According to U.S. Pat. No. 6,282,211 B1 (August, 2001), transport efficiency is automatically optimized even if a user does not specially request. Here, a channel is dynamically allocated to an available time slot, and a cut-through function is performed within a multiplexer. Accordingly, cost incurred because a user plane is connected to the outside of a multiplexer output part, and a necessary signaling function is performed outside as well as inside, can be reduced.
However, the above-described methods employ conventional TDM channels to transport packets, so bandwidth efficiency is decreased, and the methods cannot be applied to the multiplexing of low-speed Ethernet packets into a high-speed Ethernet packet.
In U.S. Pat. No. 6,269,107 B1 (July, 2001) is disclosed a method of dividing a consecutive data stream into packetized elementary streams (PES) having a fixed length and subdividing a PES into transport streams.
In this method, in order to reduce overhead such as a high-speed circuit which is necessary to process individual packets in series, a plurality of input buffer are provided, and for many input streams having the same characteristic, the result of processing one of the input streams is applied to the other input streams so that a high-speed circuit is not required, and there is no need to separately process individual packets.
Such packet processing method is useful to a case in which a consecutive stream is long and the characteristics of individual packets are the same as in a video signal. However, it is difficult to apply this method to a case in which as in the Ethernet, packets have different lengths and different destinations. Moreover, it is nearly impossible to directly apply this method to a demultiplexer when packet length variation is very large as in the Ethernet.
U.S. Pat. No. 6,262,990 B1 (July, 2001) is provided for multiplexing data (video, audio, and low-speed data) having different speeds whose differences are large, and particularly, low-speed data having a burst characteristic into a fixed-length packet for transmission and for reducing a transmission delay.
In this method, variable-length data of low speed is converted into a fixed-length packet of high speed. However, it is difficult to apply this method to a case in which an output packet also has a variable length as in the Ethernet. Moreover, when a fixed-length packet is generated by stuffing, and a packet of high speed of, for example, 10 gigabits must be processed, a receiver needs to have a function of recognizing and removing the stuffing and reconfiguring the stuffing data into an Ethernet packet.
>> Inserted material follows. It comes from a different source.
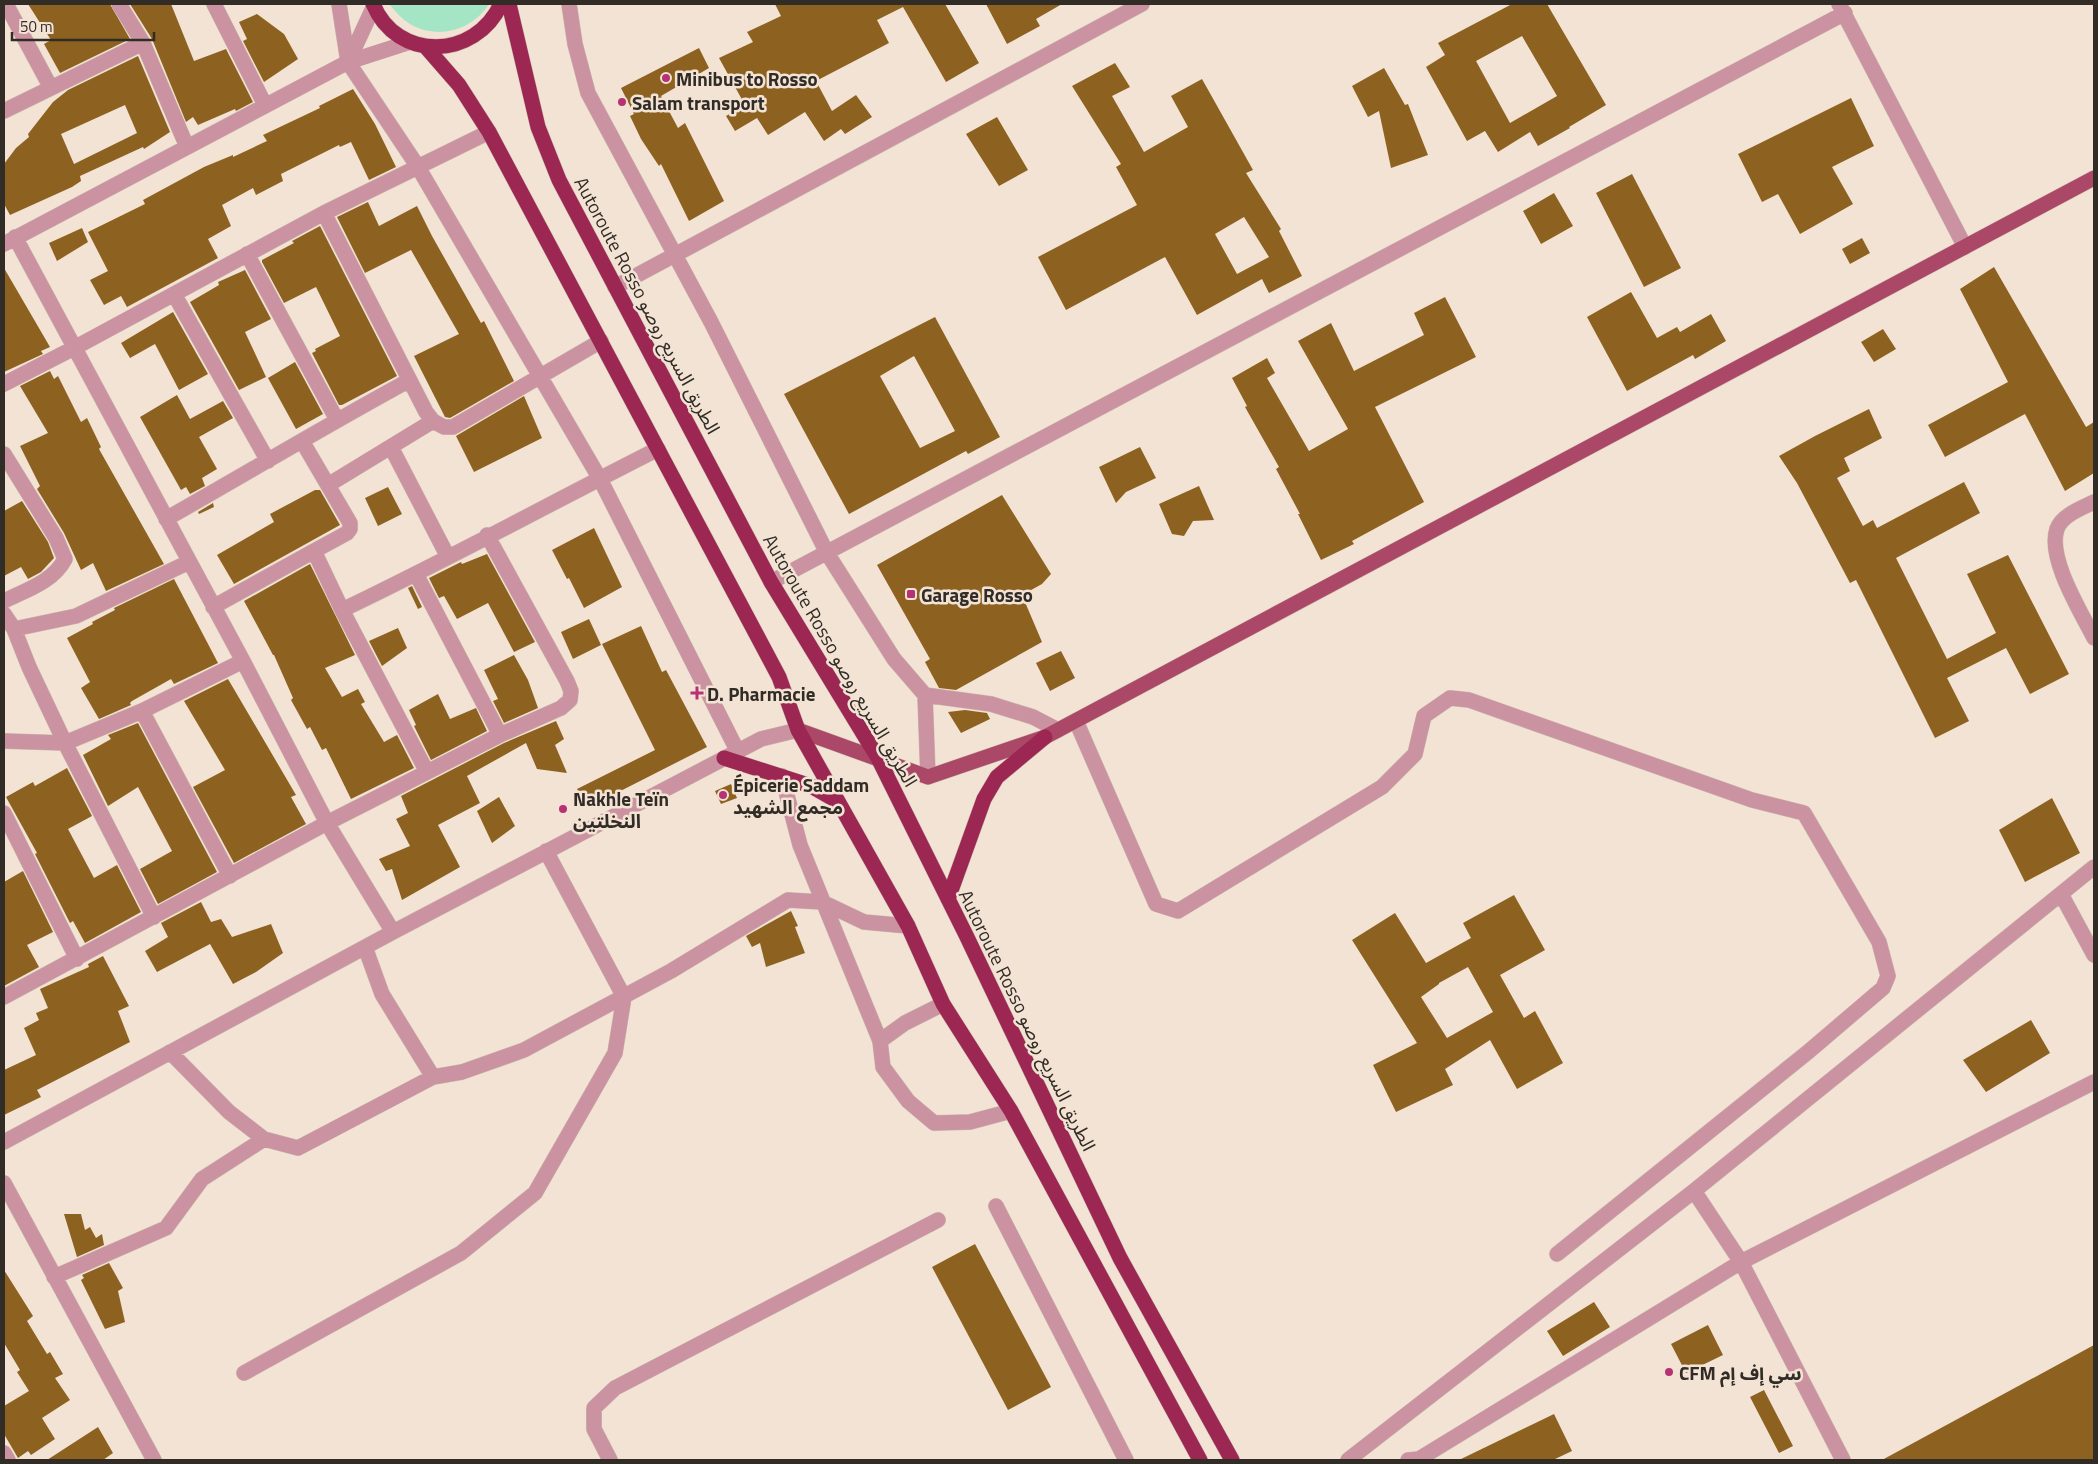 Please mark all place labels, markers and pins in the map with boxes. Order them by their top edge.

As described above, conventional TDM methods decrease bandwidth efficiency. Conventional methods of converting and multiplexing data into a fixed-length packet cannot immediately applied to high-speed packets having lengths ranging from 64 bytes to 1522 bytes, but a protocol converter for reconverting the converted high-speed packet into an original Ethernet packet is required together with an extra high-speed switch. In addition, an extra interface circuit for connection to an existing chip set is required.